It feels at once moving and unnerving to bid safe travels to your Senior Rabbi before he departs for Jerusalem during a month that has already been filled with violence. Though geographically distant, the Jewish diaspora and Israel tend to feel emotionally close, especially at times of suffering. Yet his trip also bears a symbolic and material significance for Israel and the Jewish world as a whole.
Approximately every four years, the World Zionist Congress convenes to direct policy and leadership within key Israeli institutions, as well as the allocation of hundreds of millions of dollars within Israeli civil society. Beforehand, Jews around the world cast their vote for the movements or organizations that represent their sentiments in Israel. These organizations are then allotted a number of delegates proportional to the votes that they receive (with some complexities, relating to the size of the delegation from each country).
This year, Progressive Jews won big in the elections.
According to the Association of Reform Zionists of America,
We, the Reform and Reconstructionist movements, received almost 40% of the votes [for the American delegation] which means that liberal Judaism will hold a solid majority in the World Zionist Congress this October.

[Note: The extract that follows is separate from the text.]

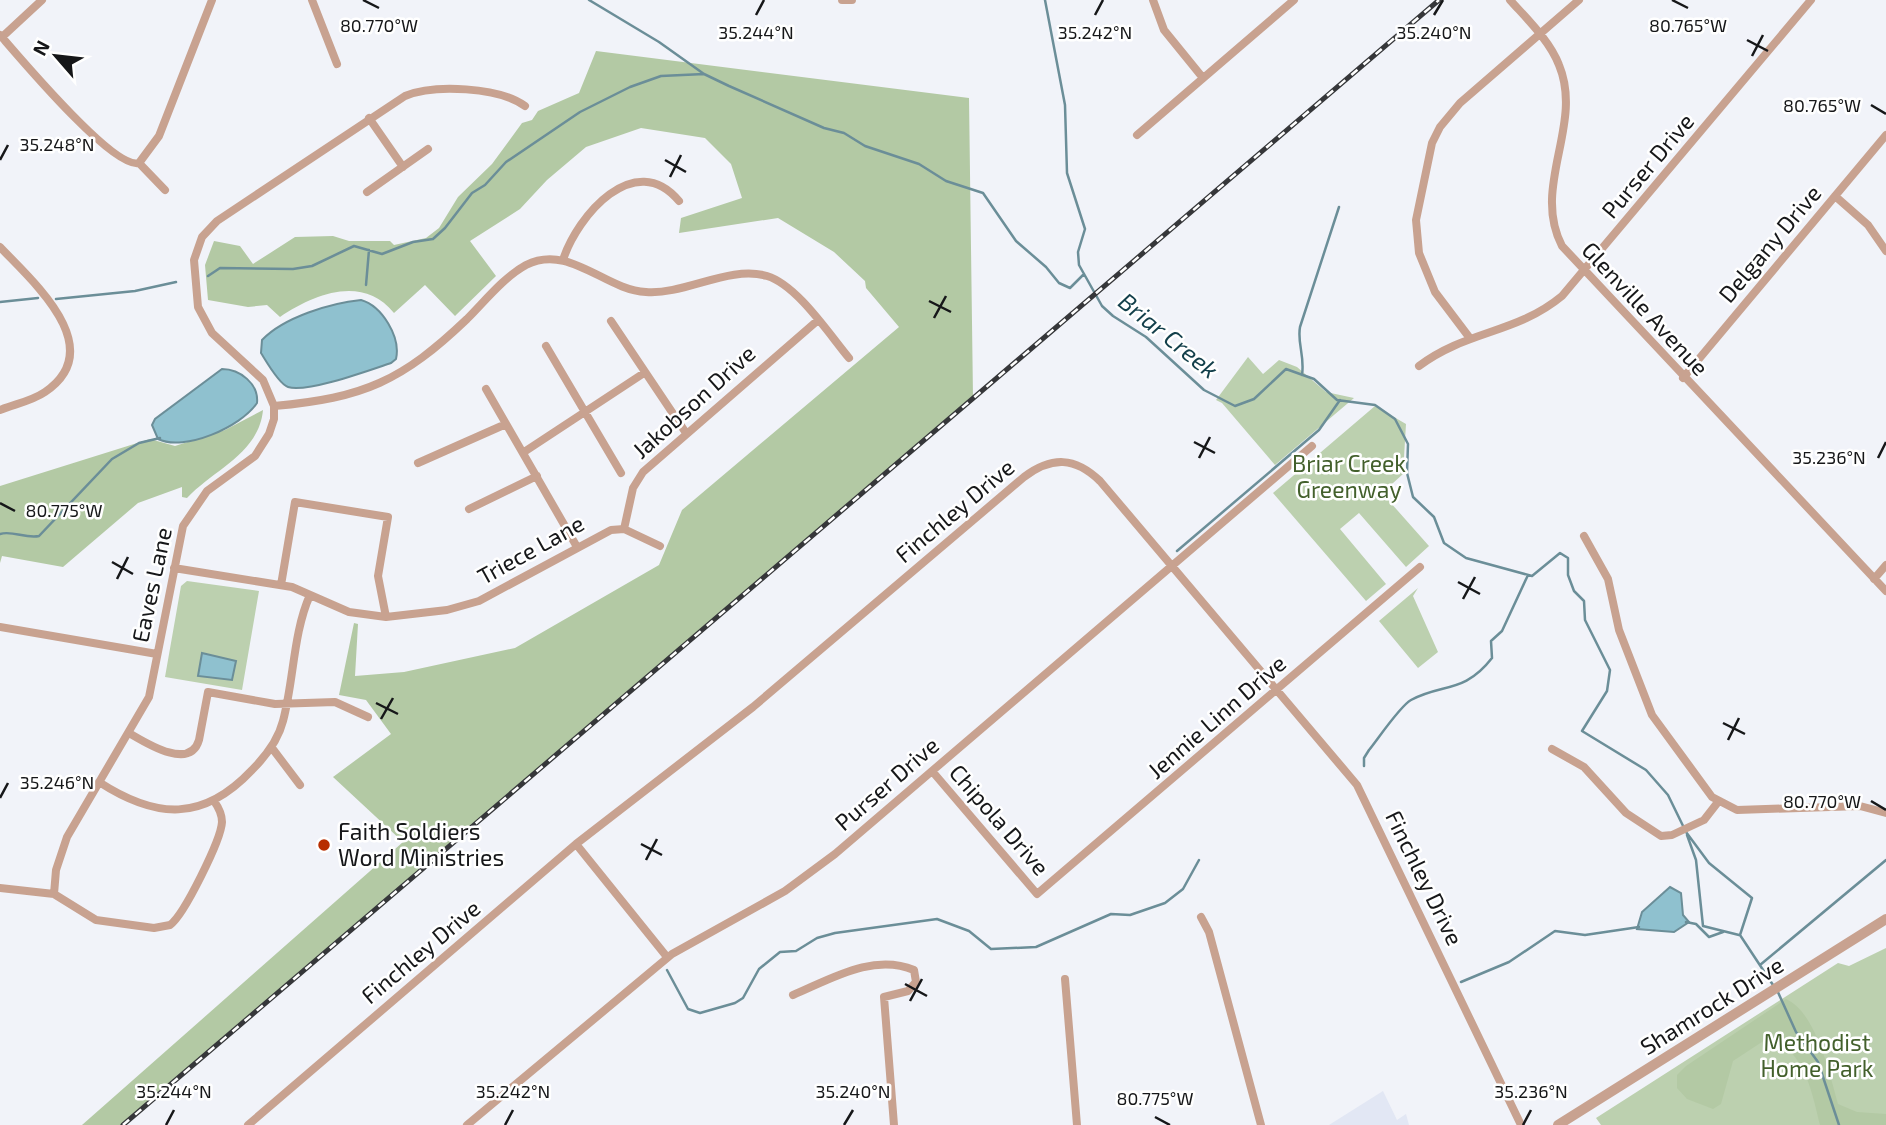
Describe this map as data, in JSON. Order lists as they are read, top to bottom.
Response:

At the Congress, American Jews will have the opportunity to express their strong feelings about the issues close to our hearts, and then work to affect change in those areas. We will be one step closer to making Israel the Jewish state that we know it can and should be.

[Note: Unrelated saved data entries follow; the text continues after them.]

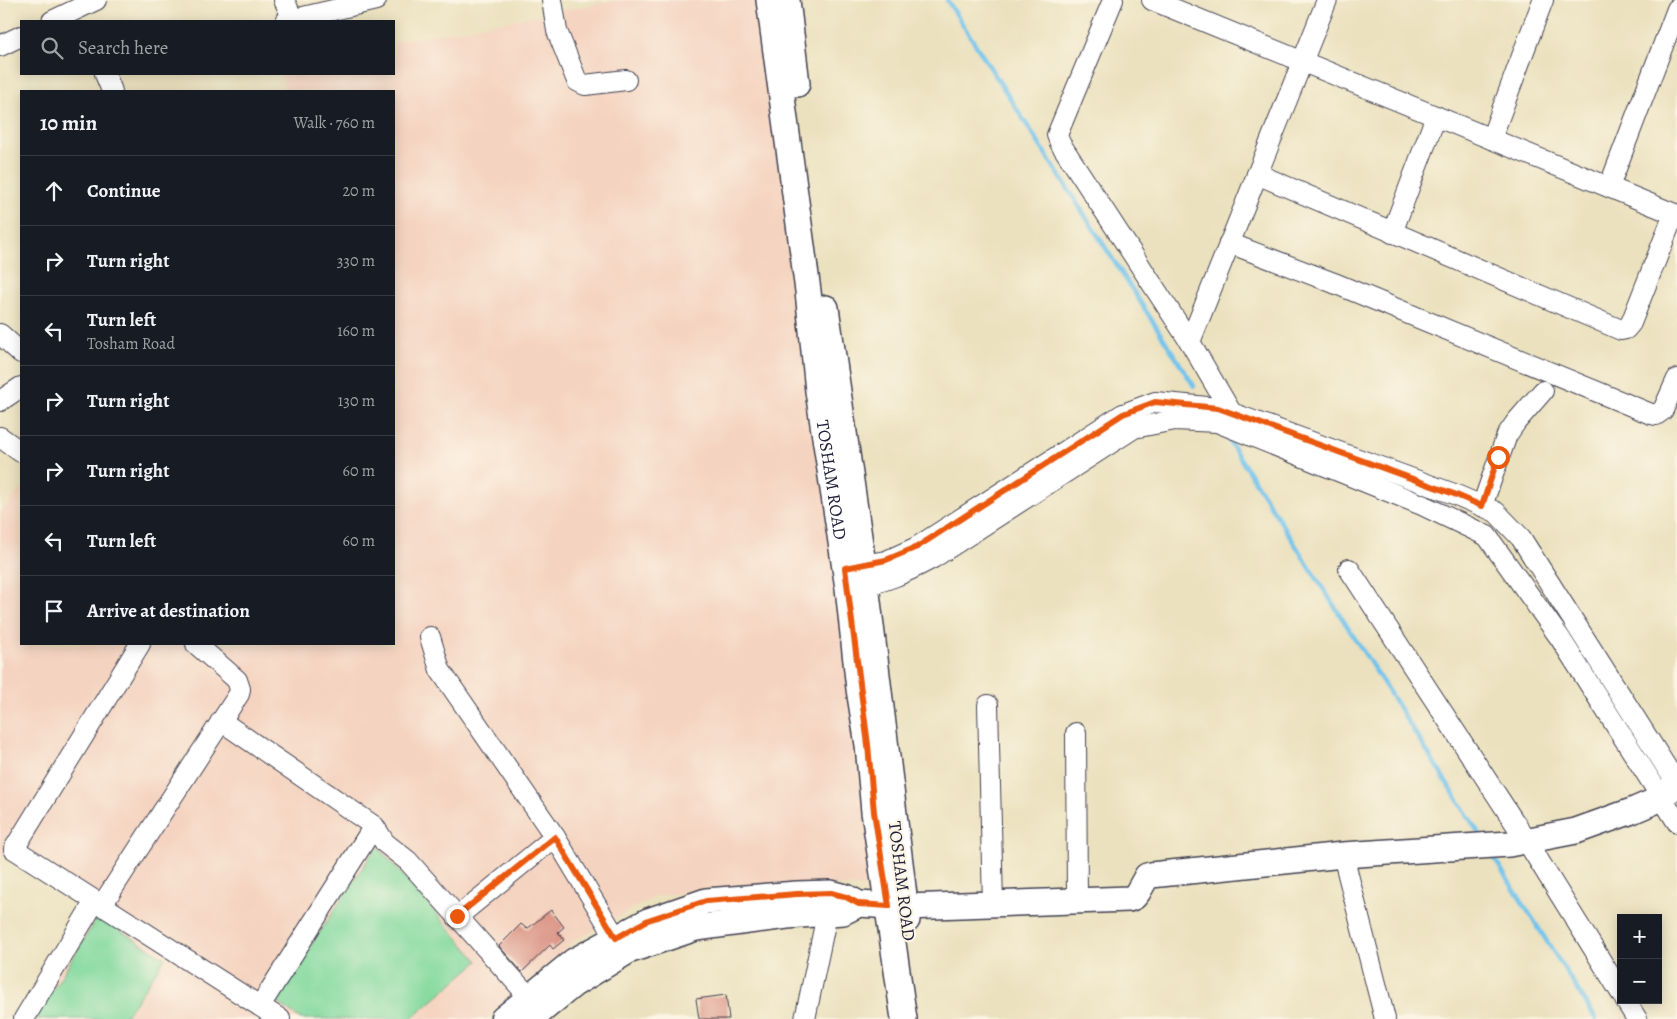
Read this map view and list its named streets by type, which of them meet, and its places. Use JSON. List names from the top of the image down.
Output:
{
  "streets": {
    "main road": ["TOSHAM ROAD"]
  },
  "page": {
    "search": "Search here",
    "heading": ["10 min", "Walk · 760 m"],
    "list": [
      ["Continue", "20 m"],
      ["Turn right", "330 m"],
      ["Turn left", "Tosham Road", "160 m"],
      ["Turn right", "130 m"],
      ["Turn right", "60 m"],
      ["Turn left", "60 m"],
      "Arrive at destination"
    ],
    "map_buttons": ["+", "−"]
  }
}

In practical terms, this means opening conversations about gender equality and the Two-State Solution, the rights of religious minorities, and myriad other topics that make us squeamish but are essential parts of our work to better the state that in so many ways represents our people. It means questions about the separation of synagogue and state and how we can preserve our religious and cultural heritage while deepening Israel’s growing position as a leader in high-tech and globalization. It means pushing for policies within the Jewish Agency, Jewish National Fund, and World Zionist Organization that take these considerations and concerns into account.
In some ways the terrifying, the terrible, and the terror of the past weeks has narrowed our focus to security and support for those who are healing and those who are grieving. This is appropriate in the near-term. But our enduring hope for Israel should be derived from the longer arc of our people’s history.
The World Zionist Congress taking place later this week could prove pivotal because of all that it seeds for the years and decades ahead. Insofar as policy and funding choices can be seen as statements of values, the choices made by delegates and voting blocs might create enduring outcomes for Israel. I certainly hope so.
The pride that I feel in knowing some of the delegates to the World Zionist Congress, including Matthew Gewirtz, my Senior Rabbi at Congregation B’nai Jeshurun in Short Hills, is met with the hope that the choices they make will help Israel grow and thrive. Though this month’s violence is a testament to the challenges facing Israel, the leadership of our people should not shy away from the bigger questions of meaning, purpose, and potential by which Israel should define itself.
Safe travels, Rabbi Gewirtz. Lead on.